Your goal:
Scan the entries below. Report each line where the string "down" occurs.

** Opening Data provided block **

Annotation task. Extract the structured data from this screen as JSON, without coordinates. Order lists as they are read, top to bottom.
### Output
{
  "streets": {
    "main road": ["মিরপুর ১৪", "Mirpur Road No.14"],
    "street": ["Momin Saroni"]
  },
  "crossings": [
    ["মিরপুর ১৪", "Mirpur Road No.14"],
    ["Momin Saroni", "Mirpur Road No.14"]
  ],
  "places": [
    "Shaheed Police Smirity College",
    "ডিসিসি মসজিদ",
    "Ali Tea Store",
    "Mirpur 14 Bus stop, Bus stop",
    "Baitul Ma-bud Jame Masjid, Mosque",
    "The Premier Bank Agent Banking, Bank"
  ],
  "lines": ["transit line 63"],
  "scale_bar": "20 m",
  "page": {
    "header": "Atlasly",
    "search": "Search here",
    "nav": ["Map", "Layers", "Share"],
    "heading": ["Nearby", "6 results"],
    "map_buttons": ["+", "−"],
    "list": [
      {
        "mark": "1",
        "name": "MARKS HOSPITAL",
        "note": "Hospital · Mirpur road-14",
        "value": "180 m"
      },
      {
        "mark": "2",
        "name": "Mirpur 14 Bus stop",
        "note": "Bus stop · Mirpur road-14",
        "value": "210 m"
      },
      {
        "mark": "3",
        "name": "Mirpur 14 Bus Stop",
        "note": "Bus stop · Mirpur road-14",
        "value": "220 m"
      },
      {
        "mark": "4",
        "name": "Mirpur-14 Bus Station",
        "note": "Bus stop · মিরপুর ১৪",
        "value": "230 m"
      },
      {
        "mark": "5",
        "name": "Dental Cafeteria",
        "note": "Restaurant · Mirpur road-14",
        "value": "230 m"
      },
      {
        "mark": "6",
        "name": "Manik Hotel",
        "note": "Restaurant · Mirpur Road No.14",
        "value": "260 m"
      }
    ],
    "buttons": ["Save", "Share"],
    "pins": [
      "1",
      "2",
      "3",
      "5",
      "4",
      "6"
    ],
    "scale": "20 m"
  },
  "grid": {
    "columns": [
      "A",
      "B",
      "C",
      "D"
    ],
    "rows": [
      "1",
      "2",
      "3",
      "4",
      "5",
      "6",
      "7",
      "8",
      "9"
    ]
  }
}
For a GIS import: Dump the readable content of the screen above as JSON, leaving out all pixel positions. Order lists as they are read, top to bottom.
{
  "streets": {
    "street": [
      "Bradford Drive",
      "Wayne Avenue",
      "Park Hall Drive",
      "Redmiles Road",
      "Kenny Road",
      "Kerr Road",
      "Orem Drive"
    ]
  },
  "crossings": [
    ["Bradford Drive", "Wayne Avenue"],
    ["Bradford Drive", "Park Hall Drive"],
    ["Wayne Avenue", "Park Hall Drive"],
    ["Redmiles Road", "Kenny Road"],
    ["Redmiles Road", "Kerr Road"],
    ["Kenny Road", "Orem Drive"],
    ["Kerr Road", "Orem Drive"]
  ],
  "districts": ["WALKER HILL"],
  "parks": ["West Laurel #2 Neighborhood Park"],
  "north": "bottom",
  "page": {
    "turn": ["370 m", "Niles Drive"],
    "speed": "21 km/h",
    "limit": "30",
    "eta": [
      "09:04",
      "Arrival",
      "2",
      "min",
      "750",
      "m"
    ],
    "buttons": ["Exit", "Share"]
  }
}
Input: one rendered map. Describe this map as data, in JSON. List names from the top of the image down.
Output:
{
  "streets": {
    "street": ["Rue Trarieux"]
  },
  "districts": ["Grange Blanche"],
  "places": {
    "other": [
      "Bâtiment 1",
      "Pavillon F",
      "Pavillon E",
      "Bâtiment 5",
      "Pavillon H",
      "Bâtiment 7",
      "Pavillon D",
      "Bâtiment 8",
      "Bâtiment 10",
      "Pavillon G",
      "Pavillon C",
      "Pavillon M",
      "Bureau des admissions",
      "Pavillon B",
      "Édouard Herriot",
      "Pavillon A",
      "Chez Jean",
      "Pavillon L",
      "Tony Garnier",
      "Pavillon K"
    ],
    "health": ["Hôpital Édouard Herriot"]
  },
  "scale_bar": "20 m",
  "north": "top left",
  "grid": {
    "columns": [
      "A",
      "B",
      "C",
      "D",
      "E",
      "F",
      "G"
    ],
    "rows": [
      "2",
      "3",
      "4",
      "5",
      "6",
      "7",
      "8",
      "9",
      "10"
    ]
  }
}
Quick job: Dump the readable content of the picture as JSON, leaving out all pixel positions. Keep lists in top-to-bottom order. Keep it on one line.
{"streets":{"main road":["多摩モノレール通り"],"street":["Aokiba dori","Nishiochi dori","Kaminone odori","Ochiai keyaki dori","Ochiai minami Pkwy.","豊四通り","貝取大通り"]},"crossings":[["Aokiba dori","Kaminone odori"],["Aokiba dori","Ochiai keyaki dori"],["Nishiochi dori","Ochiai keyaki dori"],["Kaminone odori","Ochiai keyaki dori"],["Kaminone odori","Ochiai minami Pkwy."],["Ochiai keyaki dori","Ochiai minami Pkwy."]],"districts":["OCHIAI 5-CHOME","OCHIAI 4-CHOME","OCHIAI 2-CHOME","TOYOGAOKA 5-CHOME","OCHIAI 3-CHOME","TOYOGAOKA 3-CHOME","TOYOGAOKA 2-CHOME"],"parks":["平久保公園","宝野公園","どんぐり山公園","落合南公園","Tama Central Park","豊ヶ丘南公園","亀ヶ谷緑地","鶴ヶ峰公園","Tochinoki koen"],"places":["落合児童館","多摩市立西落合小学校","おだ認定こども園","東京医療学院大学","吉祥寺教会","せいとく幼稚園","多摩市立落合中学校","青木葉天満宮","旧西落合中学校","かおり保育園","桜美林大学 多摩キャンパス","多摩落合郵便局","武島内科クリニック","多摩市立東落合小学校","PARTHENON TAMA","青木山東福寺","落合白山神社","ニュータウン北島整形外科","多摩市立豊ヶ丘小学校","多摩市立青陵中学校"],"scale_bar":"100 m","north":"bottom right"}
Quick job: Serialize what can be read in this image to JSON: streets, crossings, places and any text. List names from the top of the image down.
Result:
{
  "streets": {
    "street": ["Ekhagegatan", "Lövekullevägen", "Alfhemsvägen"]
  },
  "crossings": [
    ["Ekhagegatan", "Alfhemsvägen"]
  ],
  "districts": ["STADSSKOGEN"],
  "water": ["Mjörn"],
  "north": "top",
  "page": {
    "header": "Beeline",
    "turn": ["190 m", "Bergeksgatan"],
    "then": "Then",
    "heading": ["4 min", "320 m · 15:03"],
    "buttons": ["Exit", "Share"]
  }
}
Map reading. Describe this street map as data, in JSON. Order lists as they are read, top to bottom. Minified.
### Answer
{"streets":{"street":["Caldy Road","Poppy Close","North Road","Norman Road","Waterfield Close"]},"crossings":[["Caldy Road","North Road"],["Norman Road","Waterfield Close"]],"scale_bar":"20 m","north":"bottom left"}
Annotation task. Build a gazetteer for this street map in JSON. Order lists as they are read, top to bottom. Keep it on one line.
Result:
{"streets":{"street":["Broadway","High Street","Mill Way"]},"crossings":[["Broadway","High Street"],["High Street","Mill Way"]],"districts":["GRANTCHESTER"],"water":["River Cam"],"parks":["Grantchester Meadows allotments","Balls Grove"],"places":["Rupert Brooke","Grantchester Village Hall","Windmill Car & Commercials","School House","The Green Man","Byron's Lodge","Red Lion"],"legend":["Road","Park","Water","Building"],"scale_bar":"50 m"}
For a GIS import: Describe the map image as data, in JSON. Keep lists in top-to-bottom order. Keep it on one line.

** Closing Data provided block **

Exercise answer:
Input: one rendered map. Describe this map as data, in JSON. List names from the top of the image down.
Quick job: Serialize what can be read in this image to JSON: streets, crossings, places and any text. List names from the top of the image down.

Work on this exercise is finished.